BEGIN Data provided
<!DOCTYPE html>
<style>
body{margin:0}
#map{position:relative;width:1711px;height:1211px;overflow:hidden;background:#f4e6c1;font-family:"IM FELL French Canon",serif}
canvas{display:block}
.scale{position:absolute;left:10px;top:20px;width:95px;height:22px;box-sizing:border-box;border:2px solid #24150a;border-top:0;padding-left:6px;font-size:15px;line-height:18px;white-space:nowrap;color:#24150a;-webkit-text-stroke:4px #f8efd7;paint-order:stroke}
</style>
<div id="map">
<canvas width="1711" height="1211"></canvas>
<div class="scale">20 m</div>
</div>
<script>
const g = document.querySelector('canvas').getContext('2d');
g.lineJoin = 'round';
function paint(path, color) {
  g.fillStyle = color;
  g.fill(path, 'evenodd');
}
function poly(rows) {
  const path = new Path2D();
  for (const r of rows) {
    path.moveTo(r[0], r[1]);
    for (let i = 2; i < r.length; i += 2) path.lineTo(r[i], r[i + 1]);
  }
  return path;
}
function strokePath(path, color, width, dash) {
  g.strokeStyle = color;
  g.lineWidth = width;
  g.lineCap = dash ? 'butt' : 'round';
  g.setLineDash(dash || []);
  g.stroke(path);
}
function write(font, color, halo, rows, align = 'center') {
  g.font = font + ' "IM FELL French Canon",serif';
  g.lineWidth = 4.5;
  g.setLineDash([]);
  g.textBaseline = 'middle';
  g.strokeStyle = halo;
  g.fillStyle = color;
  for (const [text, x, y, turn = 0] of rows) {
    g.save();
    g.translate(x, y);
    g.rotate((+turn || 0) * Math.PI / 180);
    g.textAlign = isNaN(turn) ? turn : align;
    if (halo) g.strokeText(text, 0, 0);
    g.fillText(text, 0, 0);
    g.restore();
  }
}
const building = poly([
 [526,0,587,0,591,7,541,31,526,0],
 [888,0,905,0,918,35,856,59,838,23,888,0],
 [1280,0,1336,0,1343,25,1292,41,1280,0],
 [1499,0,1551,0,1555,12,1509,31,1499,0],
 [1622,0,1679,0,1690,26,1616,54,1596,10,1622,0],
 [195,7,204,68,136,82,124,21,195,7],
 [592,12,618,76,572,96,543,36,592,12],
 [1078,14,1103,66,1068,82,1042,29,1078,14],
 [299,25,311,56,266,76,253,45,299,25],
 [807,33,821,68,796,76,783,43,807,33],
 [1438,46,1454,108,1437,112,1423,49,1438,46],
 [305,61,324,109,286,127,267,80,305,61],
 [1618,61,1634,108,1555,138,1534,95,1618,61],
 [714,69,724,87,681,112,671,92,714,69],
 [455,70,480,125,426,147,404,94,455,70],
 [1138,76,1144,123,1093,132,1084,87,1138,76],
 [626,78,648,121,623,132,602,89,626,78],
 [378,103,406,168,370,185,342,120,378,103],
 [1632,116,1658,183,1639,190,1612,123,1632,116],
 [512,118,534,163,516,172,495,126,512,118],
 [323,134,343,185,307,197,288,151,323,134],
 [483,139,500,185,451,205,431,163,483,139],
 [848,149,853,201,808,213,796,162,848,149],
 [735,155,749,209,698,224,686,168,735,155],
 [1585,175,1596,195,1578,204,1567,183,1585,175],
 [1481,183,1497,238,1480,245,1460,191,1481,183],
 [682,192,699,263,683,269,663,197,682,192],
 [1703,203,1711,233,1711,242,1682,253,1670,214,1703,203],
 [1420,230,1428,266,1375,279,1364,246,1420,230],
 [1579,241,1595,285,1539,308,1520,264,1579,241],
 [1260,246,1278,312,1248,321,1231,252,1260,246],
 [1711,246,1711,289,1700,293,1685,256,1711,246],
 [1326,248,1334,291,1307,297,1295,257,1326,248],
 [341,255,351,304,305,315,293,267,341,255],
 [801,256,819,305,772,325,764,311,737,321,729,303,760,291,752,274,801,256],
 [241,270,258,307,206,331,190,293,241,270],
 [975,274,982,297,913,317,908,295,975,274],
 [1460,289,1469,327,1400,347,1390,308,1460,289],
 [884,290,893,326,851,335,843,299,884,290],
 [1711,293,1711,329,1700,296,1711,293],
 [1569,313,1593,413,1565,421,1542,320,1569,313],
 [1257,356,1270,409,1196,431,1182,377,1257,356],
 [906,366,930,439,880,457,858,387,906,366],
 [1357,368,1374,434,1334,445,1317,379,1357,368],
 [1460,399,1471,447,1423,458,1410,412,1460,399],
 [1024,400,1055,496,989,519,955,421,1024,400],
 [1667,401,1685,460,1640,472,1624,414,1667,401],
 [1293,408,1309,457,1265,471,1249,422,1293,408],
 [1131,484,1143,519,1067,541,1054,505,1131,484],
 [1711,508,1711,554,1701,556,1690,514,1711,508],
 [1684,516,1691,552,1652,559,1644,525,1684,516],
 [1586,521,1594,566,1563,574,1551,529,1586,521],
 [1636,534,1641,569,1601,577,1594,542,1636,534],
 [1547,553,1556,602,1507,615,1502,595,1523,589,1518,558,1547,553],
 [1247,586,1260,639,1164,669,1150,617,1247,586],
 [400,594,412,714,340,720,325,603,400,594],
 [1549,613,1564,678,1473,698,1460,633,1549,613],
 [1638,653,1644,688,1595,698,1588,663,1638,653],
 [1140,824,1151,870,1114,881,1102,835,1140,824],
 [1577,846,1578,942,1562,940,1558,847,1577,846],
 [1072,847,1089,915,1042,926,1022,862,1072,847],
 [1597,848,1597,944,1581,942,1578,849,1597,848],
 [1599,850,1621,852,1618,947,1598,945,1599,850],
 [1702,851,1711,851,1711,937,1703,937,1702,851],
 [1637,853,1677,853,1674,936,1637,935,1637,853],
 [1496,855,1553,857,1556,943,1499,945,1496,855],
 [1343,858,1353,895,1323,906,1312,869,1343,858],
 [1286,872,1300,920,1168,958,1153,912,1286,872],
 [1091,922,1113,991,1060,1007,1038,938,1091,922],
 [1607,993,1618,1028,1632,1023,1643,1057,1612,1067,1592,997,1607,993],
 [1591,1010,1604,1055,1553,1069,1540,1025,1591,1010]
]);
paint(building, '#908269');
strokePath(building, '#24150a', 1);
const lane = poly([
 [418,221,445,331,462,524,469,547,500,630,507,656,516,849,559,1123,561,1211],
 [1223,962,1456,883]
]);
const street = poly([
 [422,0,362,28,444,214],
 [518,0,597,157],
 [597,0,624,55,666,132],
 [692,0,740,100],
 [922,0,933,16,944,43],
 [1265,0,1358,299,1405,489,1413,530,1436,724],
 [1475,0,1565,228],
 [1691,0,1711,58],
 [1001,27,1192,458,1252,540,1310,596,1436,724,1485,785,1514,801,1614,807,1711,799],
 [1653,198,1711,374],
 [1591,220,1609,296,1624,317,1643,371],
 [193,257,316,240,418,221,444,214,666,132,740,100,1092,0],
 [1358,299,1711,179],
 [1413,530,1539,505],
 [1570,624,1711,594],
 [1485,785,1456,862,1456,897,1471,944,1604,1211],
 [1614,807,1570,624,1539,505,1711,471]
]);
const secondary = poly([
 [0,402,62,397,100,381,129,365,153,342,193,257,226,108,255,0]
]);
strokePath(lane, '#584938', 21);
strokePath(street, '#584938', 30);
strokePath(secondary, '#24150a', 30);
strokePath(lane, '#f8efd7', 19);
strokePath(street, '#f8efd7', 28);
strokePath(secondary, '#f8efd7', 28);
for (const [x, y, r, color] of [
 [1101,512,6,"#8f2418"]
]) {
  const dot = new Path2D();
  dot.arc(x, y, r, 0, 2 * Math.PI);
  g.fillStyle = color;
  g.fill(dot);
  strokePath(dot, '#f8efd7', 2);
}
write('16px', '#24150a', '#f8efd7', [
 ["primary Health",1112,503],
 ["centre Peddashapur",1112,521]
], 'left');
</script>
END Data provided
All lines from the start of the entries through the line where "g.translate(x, y);" sits should be duplicated exactly, with nothing else in the output.

◆ Answer to the exercise ◆
<!DOCTYPE html>
<style>
body{margin:0}
#map{position:relative;width:1711px;height:1211px;overflow:hidden;background:#f4e6c1;font-family:"IM FELL French Canon",serif}
canvas{display:block}
.scale{position:absolute;left:10px;top:20px;width:95px;height:22px;box-sizing:border-box;border:2px solid #24150a;border-top:0;padding-left:6px;font-size:15px;line-height:18px;white-space:nowrap;color:#24150a;-webkit-text-stroke:4px #f8efd7;paint-order:stroke}
</style>
<div id="map">
<canvas width="1711" height="1211"></canvas>
<div class="scale">20 m</div>
</div>
<script>
const g = document.querySelector('canvas').getContext('2d');
g.lineJoin = 'round';
function paint(path, color) {
  g.fillStyle = color;
  g.fill(path, 'evenodd');
}
function poly(rows) {
  const path = new Path2D();
  for (const r of rows) {
    path.moveTo(r[0], r[1]);
    for (let i = 2; i < r.length; i += 2) path.lineTo(r[i], r[i + 1]);
  }
  return path;
}
function strokePath(path, color, width, dash) {
  g.strokeStyle = color;
  g.lineWidth = width;
  g.lineCap = dash ? 'butt' : 'round';
  g.setLineDash(dash || []);
  g.stroke(path);
}
function write(font, color, halo, rows, align = 'center') {
  g.font = font + ' "IM FELL French Canon",serif';
  g.lineWidth = 4.5;
  g.setLineDash([]);
  g.textBaseline = 'middle';
  g.strokeStyle = halo;
  g.fillStyle = color;
  for (const [text, x, y, turn = 0] of rows) {
    g.save();
    g.translate(x, y);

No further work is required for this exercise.